*** Opening of RECORDS PROVIDED ***

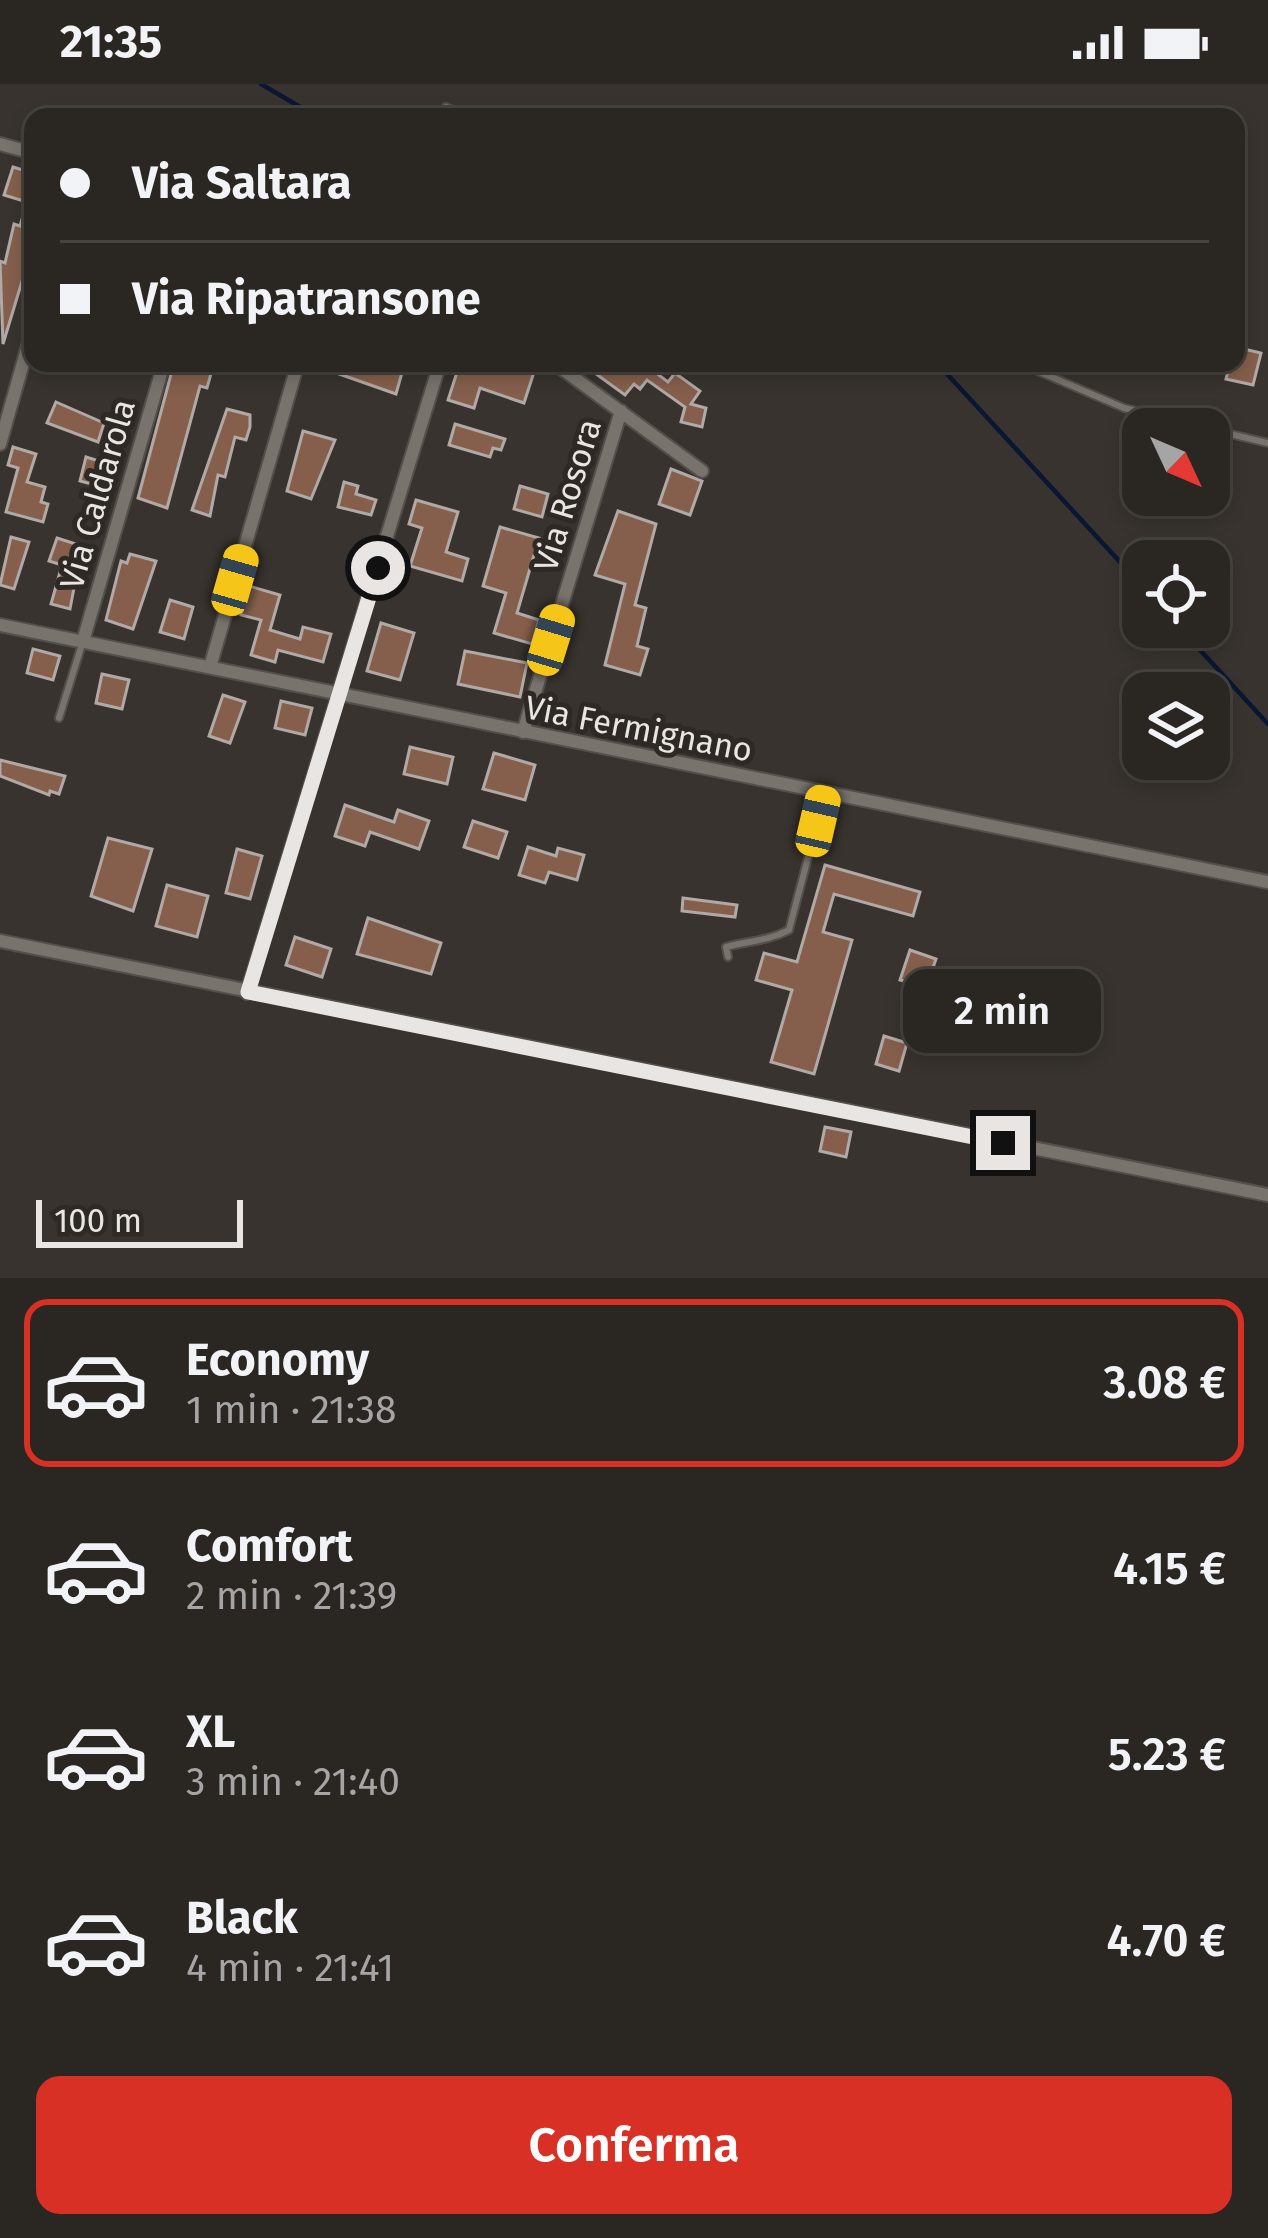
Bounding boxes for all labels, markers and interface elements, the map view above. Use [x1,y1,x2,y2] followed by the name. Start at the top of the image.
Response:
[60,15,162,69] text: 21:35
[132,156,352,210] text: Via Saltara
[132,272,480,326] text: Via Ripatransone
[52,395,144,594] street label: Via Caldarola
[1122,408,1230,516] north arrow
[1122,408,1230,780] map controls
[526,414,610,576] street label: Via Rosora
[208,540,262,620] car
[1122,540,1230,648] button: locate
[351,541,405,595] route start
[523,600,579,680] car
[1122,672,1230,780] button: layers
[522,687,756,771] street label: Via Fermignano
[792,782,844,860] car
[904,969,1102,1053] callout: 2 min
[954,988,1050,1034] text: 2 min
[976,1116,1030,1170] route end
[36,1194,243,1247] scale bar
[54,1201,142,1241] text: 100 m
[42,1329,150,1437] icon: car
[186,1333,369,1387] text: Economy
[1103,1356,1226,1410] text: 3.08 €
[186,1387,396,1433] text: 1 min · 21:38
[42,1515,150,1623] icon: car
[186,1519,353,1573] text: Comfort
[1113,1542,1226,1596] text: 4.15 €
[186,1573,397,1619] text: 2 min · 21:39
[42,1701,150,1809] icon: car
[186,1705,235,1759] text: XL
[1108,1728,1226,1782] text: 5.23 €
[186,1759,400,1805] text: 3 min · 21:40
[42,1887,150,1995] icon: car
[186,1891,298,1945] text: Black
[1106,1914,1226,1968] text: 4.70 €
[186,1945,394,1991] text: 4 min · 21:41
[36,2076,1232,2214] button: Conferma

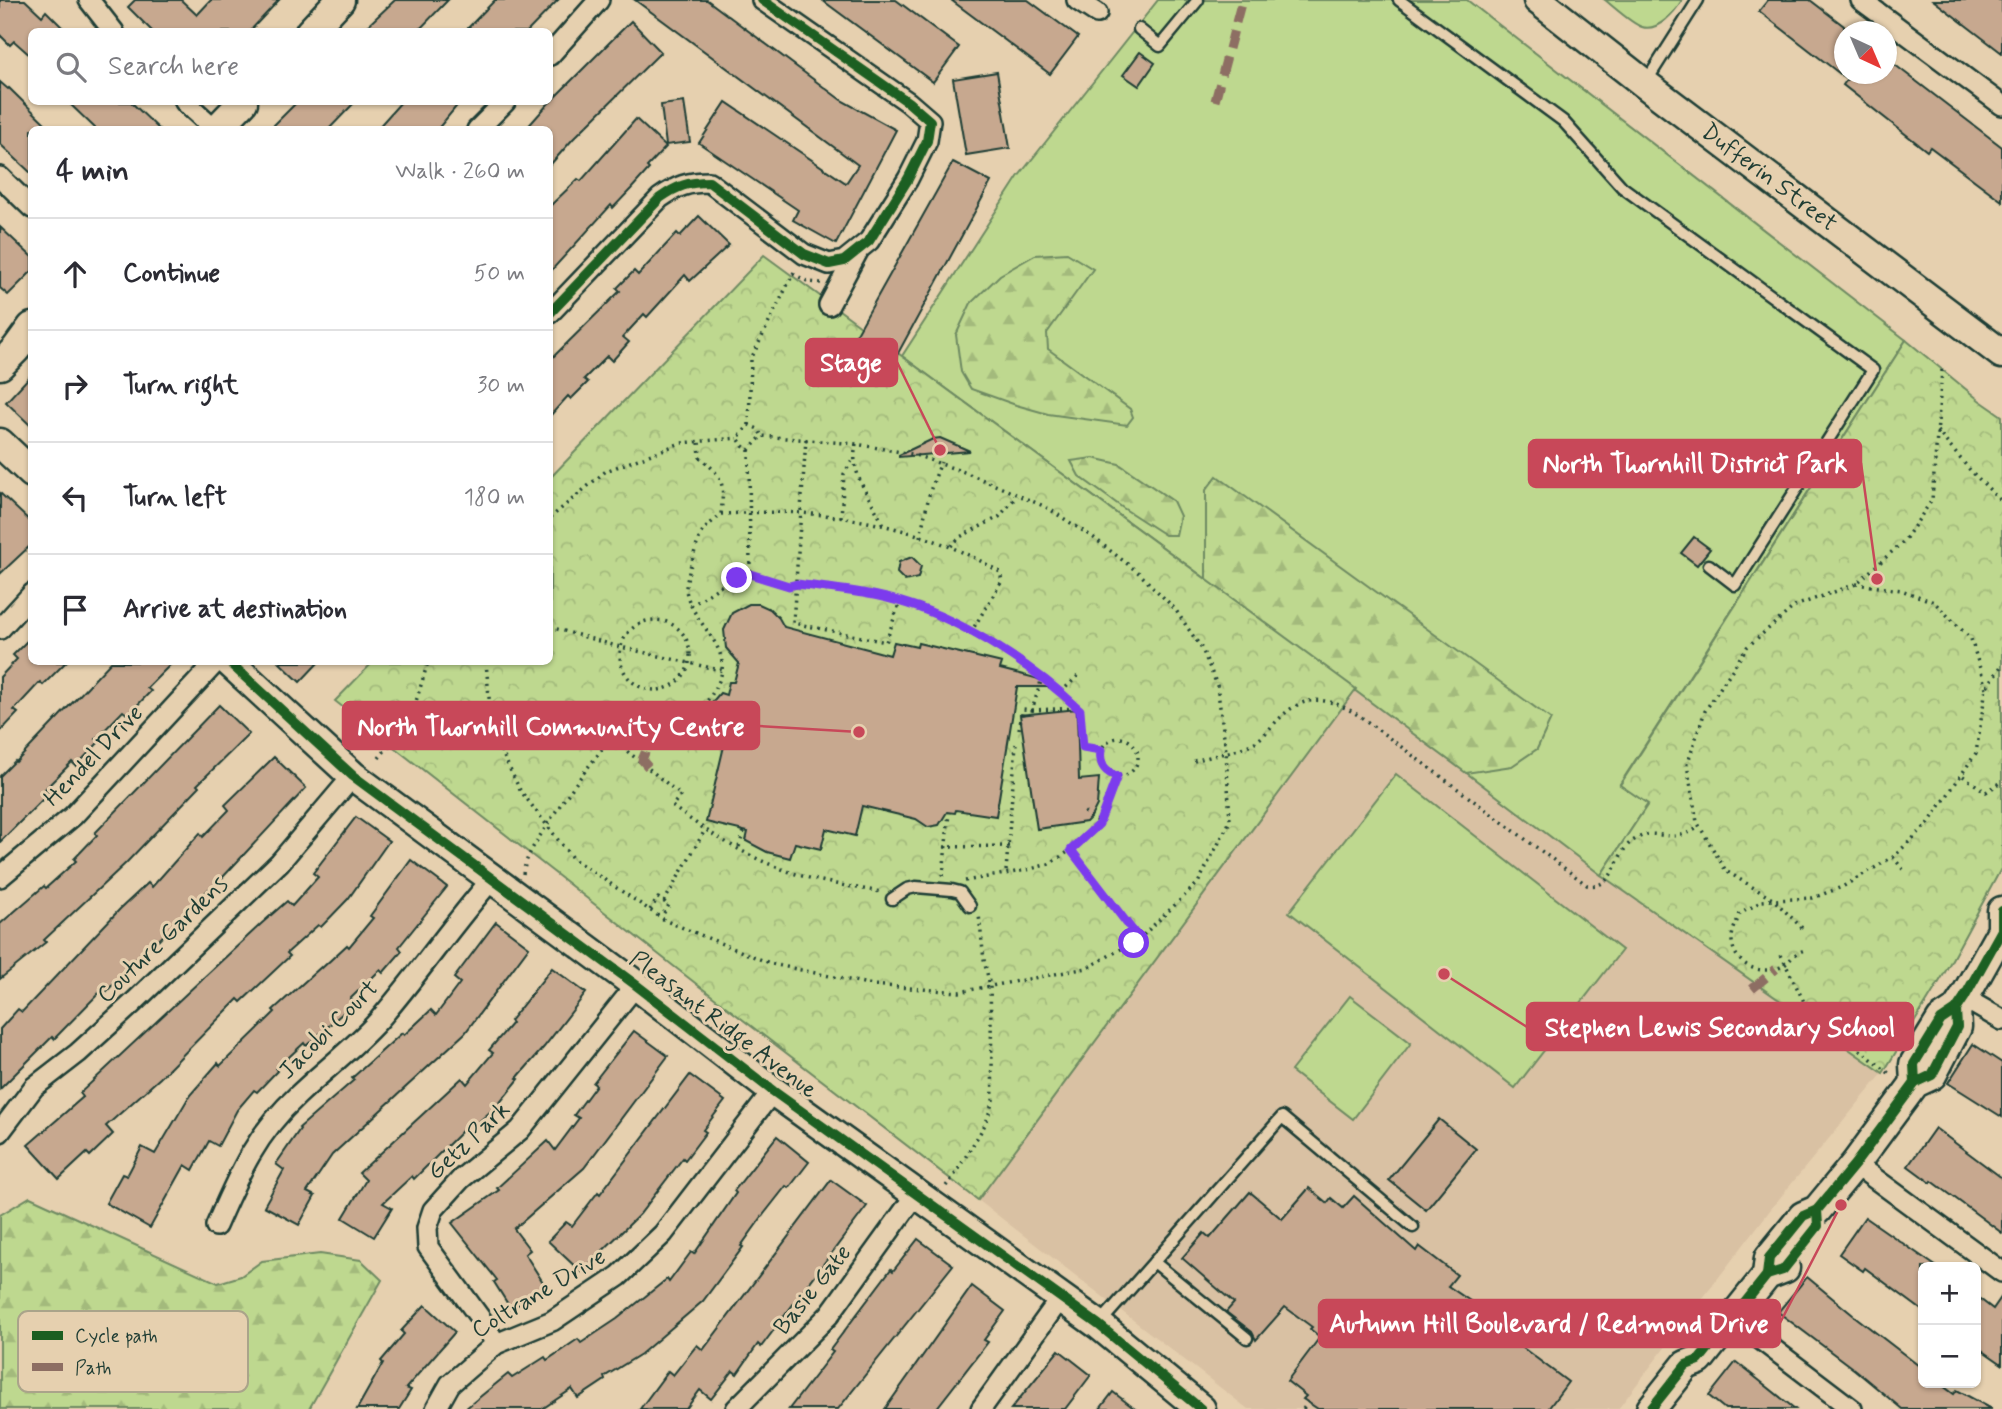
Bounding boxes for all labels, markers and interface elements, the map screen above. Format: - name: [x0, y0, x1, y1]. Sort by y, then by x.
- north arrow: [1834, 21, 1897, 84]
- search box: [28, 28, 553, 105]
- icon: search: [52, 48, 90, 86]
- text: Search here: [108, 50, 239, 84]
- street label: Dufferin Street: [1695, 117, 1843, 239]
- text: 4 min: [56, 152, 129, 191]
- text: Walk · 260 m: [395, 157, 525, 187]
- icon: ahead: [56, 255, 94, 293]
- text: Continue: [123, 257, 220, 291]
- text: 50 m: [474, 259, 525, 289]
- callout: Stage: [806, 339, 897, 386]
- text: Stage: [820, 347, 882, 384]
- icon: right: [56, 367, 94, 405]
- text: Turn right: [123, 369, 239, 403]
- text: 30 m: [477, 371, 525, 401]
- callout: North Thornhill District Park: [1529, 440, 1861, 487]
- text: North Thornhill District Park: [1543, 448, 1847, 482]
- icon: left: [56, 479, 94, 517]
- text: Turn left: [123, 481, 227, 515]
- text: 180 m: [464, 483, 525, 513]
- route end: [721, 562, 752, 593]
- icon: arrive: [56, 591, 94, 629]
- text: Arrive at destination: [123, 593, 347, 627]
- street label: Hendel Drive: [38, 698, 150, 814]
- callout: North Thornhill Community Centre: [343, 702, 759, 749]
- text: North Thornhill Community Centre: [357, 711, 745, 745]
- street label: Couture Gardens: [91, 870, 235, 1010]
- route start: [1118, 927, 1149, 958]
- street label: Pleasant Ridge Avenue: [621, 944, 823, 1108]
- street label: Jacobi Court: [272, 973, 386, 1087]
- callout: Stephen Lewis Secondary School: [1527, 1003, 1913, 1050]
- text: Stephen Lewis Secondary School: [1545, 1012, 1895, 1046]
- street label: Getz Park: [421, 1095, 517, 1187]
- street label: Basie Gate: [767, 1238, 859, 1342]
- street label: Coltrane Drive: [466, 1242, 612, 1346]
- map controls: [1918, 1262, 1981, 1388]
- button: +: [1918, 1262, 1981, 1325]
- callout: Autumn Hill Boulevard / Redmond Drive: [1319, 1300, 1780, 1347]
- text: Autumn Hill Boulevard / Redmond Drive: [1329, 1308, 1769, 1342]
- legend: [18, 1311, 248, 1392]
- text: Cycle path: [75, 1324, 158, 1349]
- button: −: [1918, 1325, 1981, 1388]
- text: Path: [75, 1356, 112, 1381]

*** Close of RECORDS PROVIDED ***

Set down all the lines above exactly as they appear, with no pictures.

Bounding boxes for all labels, markers and interface elements, the map view above. Use [x1,y1,x2,y2] followed by the name. Start at the top of the image.
Response:
[60,15,162,69] text: 21:35
[132,156,352,210] text: Via Saltara
[132,272,480,326] text: Via Ripatransone
[52,395,144,594] street label: Via Caldarola
[1122,408,1230,516] north arrow
[1122,408,1230,780] map controls
[526,414,610,576] street label: Via Rosora
[208,540,262,620] car
[1122,540,1230,648] button: locate
[351,541,405,595] route start
[523,600,579,680] car
[1122,672,1230,780] button: layers
[522,687,756,771] street label: Via Fermignano
[792,782,844,860] car
[904,969,1102,1053] callout: 2 min
[954,988,1050,1034] text: 2 min
[976,1116,1030,1170] route end
[36,1194,243,1247] scale bar
[54,1201,142,1241] text: 100 m
[42,1329,150,1437] icon: car
[186,1333,369,1387] text: Economy
[1103,1356,1226,1410] text: 3.08 €
[186,1387,396,1433] text: 1 min · 21:38
[42,1515,150,1623] icon: car
[186,1519,353,1573] text: Comfort
[1113,1542,1226,1596] text: 4.15 €
[186,1573,397,1619] text: 2 min · 21:39
[42,1701,150,1809] icon: car
[186,1705,235,1759] text: XL
[1108,1728,1226,1782] text: 5.23 €
[186,1759,400,1805] text: 3 min · 21:40
[42,1887,150,1995] icon: car
[186,1891,298,1945] text: Black
[1106,1914,1226,1968] text: 4.70 €
[186,1945,394,1991] text: 4 min · 21:41
[36,2076,1232,2214] button: Conferma

Bounding boxes for all labels, markers and interface elements, the map screen above. Format: - name: [x0, y0, x1, y1]. Sort by y, then by x.
- north arrow: [1834, 21, 1897, 84]
- search box: [28, 28, 553, 105]
- icon: search: [52, 48, 90, 86]
- text: Search here: [108, 50, 239, 84]
- street label: Dufferin Street: [1695, 117, 1843, 239]
- text: 4 min: [56, 152, 129, 191]
- text: Walk · 260 m: [395, 157, 525, 187]
- icon: ahead: [56, 255, 94, 293]
- text: Continue: [123, 257, 220, 291]
- text: 50 m: [474, 259, 525, 289]
- callout: Stage: [806, 339, 897, 386]
- text: Stage: [820, 347, 882, 384]
- icon: right: [56, 367, 94, 405]
- text: Turn right: [123, 369, 239, 403]
- text: 30 m: [477, 371, 525, 401]
- callout: North Thornhill District Park: [1529, 440, 1861, 487]
- text: North Thornhill District Park: [1543, 448, 1847, 482]
- icon: left: [56, 479, 94, 517]
- text: Turn left: [123, 481, 227, 515]
- text: 180 m: [464, 483, 525, 513]
- route end: [721, 562, 752, 593]
- icon: arrive: [56, 591, 94, 629]
- text: Arrive at destination: [123, 593, 347, 627]
- street label: Hendel Drive: [38, 698, 150, 814]
- callout: North Thornhill Community Centre: [343, 702, 759, 749]
- text: North Thornhill Community Centre: [357, 711, 745, 745]
- street label: Couture Gardens: [91, 870, 235, 1010]
- route start: [1118, 927, 1149, 958]
- street label: Pleasant Ridge Avenue: [621, 944, 823, 1108]
- street label: Jacobi Court: [272, 973, 386, 1087]
- callout: Stephen Lewis Secondary School: [1527, 1003, 1913, 1050]
- text: Stephen Lewis Secondary School: [1545, 1012, 1895, 1046]
- street label: Getz Park: [421, 1095, 517, 1187]
- street label: Basie Gate: [767, 1238, 859, 1342]
- street label: Coltrane Drive: [466, 1242, 612, 1346]
- map controls: [1918, 1262, 1981, 1388]
- button: +: [1918, 1262, 1981, 1325]
- callout: Autumn Hill Boulevard / Redmond Drive: [1319, 1300, 1780, 1347]
- text: Autumn Hill Boulevard / Redmond Drive: [1329, 1308, 1769, 1342]
- legend: [18, 1311, 248, 1392]
- text: Cycle path: [75, 1324, 158, 1349]
- button: −: [1918, 1325, 1981, 1388]
- text: Path: [75, 1356, 112, 1381]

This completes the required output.